Current self-driving vehicles rely on detailed maps of the environment, that contains exhaustive semantic information. This work presents a strategy to utilize the recent advancements in semantic segmentation of images, fuse the information extracted from the camera stream with accurate depth measurements of a Lidar sensor in order to create large scale semantic labeled point clouds of the environment. We fuse the color and semantic data gathered from a round-view camera system with the depth data gathered from a Lidar sensor.
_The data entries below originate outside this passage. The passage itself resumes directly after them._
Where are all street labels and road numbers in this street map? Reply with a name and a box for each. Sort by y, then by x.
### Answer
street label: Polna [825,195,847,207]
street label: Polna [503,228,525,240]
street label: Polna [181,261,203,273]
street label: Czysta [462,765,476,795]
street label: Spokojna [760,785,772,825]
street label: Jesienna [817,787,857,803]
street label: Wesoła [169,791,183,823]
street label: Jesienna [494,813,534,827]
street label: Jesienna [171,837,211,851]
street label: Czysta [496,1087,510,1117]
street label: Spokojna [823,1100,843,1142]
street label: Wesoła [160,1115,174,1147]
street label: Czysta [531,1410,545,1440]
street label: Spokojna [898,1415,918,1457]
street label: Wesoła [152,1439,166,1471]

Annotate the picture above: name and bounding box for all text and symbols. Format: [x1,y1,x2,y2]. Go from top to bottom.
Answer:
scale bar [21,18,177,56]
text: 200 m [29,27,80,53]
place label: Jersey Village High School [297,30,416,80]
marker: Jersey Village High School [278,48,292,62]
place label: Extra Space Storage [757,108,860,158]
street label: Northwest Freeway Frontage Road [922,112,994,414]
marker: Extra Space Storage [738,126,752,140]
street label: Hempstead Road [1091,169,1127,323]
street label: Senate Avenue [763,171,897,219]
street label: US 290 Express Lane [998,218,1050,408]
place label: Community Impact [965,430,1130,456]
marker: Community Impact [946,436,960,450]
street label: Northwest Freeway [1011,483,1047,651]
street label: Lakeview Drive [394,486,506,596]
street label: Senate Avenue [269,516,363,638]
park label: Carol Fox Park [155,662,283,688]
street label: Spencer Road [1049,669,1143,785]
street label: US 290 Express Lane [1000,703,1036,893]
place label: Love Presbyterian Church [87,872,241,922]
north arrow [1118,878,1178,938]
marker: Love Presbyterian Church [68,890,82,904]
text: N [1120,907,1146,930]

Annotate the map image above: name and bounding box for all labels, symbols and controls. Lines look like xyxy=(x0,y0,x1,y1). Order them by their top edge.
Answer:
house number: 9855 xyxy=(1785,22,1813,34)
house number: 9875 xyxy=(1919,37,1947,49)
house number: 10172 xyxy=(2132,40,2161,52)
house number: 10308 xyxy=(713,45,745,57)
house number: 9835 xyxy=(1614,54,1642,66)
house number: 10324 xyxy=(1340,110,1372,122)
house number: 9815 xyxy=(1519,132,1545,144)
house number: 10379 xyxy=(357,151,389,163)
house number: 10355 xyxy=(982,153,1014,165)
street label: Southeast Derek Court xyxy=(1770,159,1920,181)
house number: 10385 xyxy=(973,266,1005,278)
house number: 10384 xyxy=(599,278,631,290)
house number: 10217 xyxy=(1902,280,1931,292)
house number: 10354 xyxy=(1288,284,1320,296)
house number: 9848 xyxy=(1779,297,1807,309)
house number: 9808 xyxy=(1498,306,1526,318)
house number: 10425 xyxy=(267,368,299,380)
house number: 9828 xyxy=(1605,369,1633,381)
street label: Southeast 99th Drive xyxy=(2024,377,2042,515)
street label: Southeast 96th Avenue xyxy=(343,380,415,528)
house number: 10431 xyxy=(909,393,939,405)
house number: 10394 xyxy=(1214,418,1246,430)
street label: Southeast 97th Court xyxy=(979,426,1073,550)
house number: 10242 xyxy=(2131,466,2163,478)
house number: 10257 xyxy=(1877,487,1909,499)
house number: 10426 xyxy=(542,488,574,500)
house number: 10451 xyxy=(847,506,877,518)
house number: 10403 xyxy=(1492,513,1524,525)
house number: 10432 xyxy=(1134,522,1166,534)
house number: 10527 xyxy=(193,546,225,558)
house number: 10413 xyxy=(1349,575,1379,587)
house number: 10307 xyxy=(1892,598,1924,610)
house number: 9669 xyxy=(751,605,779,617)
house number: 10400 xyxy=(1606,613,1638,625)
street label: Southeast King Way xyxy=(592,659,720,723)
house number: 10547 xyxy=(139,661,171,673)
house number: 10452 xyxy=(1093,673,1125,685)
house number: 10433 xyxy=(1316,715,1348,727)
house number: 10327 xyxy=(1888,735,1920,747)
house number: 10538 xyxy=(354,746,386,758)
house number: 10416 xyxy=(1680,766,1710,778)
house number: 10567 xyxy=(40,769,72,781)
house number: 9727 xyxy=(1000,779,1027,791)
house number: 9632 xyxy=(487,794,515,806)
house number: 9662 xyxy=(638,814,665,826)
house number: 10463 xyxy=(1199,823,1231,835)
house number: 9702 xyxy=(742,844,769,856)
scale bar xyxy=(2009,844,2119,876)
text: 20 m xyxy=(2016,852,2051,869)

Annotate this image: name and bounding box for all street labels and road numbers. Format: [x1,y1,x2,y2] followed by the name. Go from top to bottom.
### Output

In our framework, each Lidar scan point is projected onto the camera stream to extract the color and semantic information while at the same time a large scale 3D map of the environment is generated by a Lidar-based SLAM algorithm. While we employed a network that achieved state of the art semantic segmentation results on the Cityscape dataset [1] (IoU score of 82.1%), the sole use of the extracted semantic information only achieved an IoU score of 38.9% on 105 manually labeled 5x5m tiles from 5 different trial runs within the Sendai city in Japan (this decrease in accuracy will discussed in section III-B). To increase the performance, we reclassify the label of each point. For this two different approaches were investigated: a random forest and SparseConvNet [2] (a deep learning approach). We investigated for both methods how the inclusion of semantic labels from the camera stream affected the classification task of the 3D point cloud. To which end we show, that a significant performance increase can be achieved by doing so - 25.4 percent points for random forest (40.0% w/o labels to 65.4% with labels) and 16.6 in case of the SparseConvNet (33.4% w/o labels to 50.8% with labels). Finally, we present practical examples on how semantic enriched maps can be employed for further tasks. In particular, we show how different classes (i.e. cars and vegetation) can be removed from the point cloud in order to increase the visibility of other classes (i.e. road and buildings). And how the data could be used for extracting the trajectories of vehicles and pedestrians.

查看原文本刊更多论文

面向大规模语义映射的相机与激光雷达数据融合

目前的自动驾驶汽车依赖于包含详尽语义信息的详细环境地图。这项工作提出了一种策略，利用图像语义分割的最新进展，将从相机流中提取的信息与激光雷达传感器的精确深度测量融合在一起，以创建大规模的环境语义标记点云。我们将从环视相机系统收集的颜色和语义数据与从激光雷达传感器收集的深度数据融合在一起。在我们的框架中，每个激光雷达扫描点被投影到相机流中以提取颜色和语义信息，同时通过基于激光雷达的SLAM算法生成环境的大比尺3D地图。虽然我们使用的网络在Cityscape数据集[1]上实现了最先进的语义分割结果(IoU得分为82.1%)，但提取的语义信息的唯一使用仅在日本仙台市的5个不同试验运行的105个手动标记的5x5m瓷砖上实现了38.9%的IoU得分(这种准确性的降低将在第III-B节中讨论)。为了提高性能，我们对每个点的标签进行重新分类。为此研究了两种不同的方法:随机森林和SparseConvNet[2](一种深度学习方法)。我们研究了这两种方法中包含来自相机流的语义标签如何影响3D点云的分类任务。为此，我们表明，通过这样做可以实现显着的性能提升-随机森林的25.4% (40.0% w/o标签到65.4%带标签)和SparseConvNet的16.6 (33.4% w/o标签到50.8%带标签)。最后，我们给出了一些实际的例子，说明如何将语义丰富的映射用于进一步的任务。特别是，我们展示了如何从点云中删除不同的类别(即汽车和植被)，以增加其他类别(即道路和建筑物)的可见性。以及如何利用这些数据提取车辆和行人的轨迹。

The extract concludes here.